A ladies' club is sitting on the terrace of the Kur-house, in questionable morning-costumes. Even the ladies of a certain age, who in the evening still expect to obtain partners for the dance, and even admirers, have as yet neglected to summon the Graces to their toilet-tables; a portion of them sits there in grandmother-like caps; the charming love-locks that in the evening droop so fascinatingly over their temples, still linger in some place of concealment, and no one can foresee that these garments of sackcloth can develop later into elegant draperies. Everything is so homely, so simple, so nun-like; all the more lively is the conversation. A betrothal, which had taken place on the previous evening, gave cause for plentiful shrugging of shoulders, because the gentleman as yet held no respectable position in life, and the fiancée, as several female friends asserted, a very uncertain one.

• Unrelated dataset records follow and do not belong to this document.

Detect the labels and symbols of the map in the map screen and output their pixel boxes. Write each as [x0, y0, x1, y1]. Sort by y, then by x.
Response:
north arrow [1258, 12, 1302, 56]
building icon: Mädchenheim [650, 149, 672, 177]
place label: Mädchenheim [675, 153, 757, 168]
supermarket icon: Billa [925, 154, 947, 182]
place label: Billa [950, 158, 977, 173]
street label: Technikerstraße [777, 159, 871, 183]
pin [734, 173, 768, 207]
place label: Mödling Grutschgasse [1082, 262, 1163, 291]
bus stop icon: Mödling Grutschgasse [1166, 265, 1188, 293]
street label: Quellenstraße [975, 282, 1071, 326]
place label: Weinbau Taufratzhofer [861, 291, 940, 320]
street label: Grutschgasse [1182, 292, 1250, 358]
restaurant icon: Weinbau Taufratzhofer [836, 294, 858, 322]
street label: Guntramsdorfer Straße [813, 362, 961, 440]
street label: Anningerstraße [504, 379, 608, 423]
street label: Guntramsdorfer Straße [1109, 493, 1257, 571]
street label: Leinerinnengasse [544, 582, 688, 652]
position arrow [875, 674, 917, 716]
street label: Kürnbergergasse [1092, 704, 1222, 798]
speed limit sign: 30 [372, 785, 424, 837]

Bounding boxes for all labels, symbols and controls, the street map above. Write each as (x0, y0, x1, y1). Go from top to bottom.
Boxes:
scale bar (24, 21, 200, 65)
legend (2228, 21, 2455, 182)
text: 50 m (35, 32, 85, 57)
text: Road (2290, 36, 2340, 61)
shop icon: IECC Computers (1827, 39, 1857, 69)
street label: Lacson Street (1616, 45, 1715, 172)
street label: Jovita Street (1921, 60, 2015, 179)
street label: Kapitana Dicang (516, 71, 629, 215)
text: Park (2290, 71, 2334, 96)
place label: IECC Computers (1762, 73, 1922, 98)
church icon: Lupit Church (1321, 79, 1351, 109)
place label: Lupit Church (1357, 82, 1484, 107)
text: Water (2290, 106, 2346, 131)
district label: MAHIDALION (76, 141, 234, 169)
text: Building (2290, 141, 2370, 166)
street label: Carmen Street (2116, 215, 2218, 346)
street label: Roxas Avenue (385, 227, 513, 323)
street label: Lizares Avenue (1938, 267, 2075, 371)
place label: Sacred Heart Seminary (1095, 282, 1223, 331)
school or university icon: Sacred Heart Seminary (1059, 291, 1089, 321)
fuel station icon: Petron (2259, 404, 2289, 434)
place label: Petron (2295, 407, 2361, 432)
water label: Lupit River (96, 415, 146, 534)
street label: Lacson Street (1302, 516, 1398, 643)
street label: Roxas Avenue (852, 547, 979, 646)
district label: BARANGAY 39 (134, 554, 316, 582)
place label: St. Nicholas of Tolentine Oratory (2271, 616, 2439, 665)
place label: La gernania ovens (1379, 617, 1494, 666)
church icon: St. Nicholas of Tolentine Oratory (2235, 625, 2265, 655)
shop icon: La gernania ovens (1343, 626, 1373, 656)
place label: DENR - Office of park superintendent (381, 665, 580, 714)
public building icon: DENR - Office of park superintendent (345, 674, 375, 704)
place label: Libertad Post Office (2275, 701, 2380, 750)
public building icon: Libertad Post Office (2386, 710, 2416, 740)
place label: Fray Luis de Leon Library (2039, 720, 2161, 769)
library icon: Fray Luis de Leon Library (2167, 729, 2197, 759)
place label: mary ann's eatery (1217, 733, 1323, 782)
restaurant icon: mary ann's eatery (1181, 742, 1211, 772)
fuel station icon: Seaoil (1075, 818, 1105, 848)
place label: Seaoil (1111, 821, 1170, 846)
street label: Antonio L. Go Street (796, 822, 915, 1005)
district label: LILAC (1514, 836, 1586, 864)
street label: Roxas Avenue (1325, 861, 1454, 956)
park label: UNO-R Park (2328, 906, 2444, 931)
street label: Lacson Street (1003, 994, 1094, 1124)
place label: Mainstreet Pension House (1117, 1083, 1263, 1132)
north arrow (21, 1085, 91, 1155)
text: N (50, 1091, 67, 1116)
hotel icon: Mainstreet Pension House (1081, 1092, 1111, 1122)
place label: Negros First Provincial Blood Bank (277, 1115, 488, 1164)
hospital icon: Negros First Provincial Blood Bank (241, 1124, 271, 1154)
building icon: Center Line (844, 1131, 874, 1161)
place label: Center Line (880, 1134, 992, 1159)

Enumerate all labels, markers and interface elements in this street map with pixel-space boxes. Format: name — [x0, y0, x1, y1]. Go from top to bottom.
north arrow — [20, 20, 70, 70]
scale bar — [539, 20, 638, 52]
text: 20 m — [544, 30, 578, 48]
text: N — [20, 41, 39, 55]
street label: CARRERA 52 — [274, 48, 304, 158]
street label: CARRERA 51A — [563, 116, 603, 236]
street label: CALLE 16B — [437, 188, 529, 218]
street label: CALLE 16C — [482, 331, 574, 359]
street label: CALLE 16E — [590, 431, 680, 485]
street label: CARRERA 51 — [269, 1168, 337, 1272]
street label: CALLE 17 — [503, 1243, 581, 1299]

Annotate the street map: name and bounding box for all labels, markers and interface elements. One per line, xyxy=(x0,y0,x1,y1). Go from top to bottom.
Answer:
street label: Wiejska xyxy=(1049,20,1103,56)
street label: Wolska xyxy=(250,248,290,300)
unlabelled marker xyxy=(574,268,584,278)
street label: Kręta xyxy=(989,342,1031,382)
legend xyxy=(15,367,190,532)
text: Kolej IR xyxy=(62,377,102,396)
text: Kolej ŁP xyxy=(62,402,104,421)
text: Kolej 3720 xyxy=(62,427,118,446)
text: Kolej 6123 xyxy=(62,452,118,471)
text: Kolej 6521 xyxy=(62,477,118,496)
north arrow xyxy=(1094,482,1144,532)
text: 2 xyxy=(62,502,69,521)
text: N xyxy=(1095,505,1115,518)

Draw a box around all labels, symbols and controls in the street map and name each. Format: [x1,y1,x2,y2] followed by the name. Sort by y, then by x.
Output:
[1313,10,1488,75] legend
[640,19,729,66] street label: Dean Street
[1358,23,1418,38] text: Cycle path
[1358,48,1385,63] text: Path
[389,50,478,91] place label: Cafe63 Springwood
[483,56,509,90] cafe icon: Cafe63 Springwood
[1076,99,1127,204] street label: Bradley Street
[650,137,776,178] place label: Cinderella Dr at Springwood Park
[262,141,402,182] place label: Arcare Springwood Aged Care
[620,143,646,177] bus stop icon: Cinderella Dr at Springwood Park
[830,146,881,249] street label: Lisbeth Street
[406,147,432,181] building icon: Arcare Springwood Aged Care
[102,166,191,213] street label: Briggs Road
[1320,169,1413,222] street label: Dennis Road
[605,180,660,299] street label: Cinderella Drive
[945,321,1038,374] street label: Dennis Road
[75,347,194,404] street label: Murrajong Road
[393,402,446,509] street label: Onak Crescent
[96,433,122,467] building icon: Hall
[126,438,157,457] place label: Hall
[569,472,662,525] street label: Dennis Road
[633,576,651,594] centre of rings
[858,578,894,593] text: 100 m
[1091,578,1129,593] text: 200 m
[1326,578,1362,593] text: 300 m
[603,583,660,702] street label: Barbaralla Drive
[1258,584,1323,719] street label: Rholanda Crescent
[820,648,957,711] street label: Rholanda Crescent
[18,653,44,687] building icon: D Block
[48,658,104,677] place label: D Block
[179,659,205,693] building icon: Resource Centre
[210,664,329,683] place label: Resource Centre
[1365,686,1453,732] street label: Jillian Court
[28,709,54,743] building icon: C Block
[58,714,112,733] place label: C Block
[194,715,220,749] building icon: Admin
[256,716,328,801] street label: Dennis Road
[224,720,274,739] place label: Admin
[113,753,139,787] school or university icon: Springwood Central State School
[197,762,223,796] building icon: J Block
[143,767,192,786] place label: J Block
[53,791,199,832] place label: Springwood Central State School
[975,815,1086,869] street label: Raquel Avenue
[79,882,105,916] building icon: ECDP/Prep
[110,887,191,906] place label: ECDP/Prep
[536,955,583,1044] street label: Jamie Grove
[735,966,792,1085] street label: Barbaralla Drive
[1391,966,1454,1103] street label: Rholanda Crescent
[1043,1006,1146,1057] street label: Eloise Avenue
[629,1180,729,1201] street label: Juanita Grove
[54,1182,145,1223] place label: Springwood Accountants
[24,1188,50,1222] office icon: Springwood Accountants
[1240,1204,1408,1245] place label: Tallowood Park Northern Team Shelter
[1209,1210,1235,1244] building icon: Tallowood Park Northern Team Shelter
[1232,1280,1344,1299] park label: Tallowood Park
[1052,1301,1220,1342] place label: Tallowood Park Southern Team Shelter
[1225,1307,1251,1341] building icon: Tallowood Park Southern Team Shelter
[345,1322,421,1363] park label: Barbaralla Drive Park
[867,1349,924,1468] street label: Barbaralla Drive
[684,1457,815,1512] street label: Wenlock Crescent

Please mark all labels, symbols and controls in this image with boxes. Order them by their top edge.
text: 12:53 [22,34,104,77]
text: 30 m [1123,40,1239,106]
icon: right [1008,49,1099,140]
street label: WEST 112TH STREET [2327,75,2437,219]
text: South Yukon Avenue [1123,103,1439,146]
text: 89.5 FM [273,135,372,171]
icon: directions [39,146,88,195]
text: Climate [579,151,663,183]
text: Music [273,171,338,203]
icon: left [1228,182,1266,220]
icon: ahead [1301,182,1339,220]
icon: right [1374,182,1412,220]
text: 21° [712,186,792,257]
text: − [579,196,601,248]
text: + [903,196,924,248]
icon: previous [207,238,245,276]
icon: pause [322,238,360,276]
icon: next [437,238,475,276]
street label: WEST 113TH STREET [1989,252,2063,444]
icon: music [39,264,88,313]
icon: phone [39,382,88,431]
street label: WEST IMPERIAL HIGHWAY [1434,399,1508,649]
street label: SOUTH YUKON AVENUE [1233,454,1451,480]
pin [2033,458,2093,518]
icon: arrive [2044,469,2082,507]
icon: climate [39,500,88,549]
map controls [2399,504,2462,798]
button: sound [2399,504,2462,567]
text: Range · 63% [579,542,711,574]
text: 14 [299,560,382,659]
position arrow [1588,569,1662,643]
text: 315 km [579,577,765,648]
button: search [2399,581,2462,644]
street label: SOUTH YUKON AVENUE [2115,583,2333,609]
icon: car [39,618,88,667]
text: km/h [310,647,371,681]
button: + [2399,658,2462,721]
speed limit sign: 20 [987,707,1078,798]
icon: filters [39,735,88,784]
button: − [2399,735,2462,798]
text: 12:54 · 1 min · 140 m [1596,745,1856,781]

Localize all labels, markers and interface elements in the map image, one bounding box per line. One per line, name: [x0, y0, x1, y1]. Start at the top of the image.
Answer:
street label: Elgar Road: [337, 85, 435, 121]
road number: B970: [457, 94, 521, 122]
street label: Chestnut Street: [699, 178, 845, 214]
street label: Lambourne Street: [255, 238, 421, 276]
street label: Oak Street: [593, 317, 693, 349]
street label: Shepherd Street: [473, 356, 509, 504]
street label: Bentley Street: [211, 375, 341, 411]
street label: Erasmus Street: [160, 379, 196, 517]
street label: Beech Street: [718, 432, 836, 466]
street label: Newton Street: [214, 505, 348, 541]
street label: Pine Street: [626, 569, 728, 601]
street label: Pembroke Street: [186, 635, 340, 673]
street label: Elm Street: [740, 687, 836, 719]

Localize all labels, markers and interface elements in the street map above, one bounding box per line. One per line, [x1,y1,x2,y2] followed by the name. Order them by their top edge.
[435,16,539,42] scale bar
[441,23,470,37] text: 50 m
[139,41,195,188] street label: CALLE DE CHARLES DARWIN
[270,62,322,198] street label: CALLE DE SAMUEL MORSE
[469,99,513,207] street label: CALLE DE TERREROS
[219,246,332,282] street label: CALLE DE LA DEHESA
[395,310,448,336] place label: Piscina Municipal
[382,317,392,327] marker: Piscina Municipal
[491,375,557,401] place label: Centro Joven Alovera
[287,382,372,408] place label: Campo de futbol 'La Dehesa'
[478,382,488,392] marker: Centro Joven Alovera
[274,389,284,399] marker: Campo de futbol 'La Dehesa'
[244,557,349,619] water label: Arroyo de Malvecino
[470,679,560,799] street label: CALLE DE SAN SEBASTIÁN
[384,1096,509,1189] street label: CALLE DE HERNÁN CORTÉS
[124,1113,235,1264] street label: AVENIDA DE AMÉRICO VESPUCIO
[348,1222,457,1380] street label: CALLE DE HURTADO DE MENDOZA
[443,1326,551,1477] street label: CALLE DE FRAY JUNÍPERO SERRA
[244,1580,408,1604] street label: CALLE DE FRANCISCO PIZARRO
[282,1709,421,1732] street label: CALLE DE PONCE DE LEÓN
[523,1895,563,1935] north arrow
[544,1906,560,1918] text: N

Hardly was this conversation worn out before Doctor Kuhl, passing by with the two Fräuleins Dornau, offered an inexhaustible topic.

Here all considerations were at an end, and the battle-axes were wielded pitilessly. A widow, of dubious age, but of indubitable inclination to marry again, was reckless enough to take the unlucky victims under her protection, as she hazarded the remark, that one sister was at the same time a chaperon for the other. Both the Fräuleins Dornau slight capacity for playing a chaperon's part was then discussed on all sides with exultant eloquence.

Fortunately, the passers-by did not overhear the verdict of this court of censure, which sought to ostracise them from all good society: they walked along the village street. Tents were set up before the fishermen's cottages, beneath which the bathing nomads had taken up their abode. Here a young girl was reading George Sand's newest romance, or Doctor Schöner's poems, little attractive to a female mind as was the young lyrist's daring suggestion of turning the bells into cannon, naturally for the army of liberty which should blow the world out of its grooves. There a young man without any upper light, was attempting to execute a painting of the Samland Sea; the old gentleman, who, in his shirt-sleeves, gazes out of a narrow window in one of the fishermen's cottages, is a Privy Councillor, who had almost attained to being "his excellency:" and yonder, on the bench, in the arbour, if a little erection of boards merits that poetical name, sat one of the most admired beauties from the capital, her embroidery lying idle on her lap, while she herself gazed with dreamy eyes after the goose-herd who drove the unrenowned sisters of the Capitoline celebrities through the village street.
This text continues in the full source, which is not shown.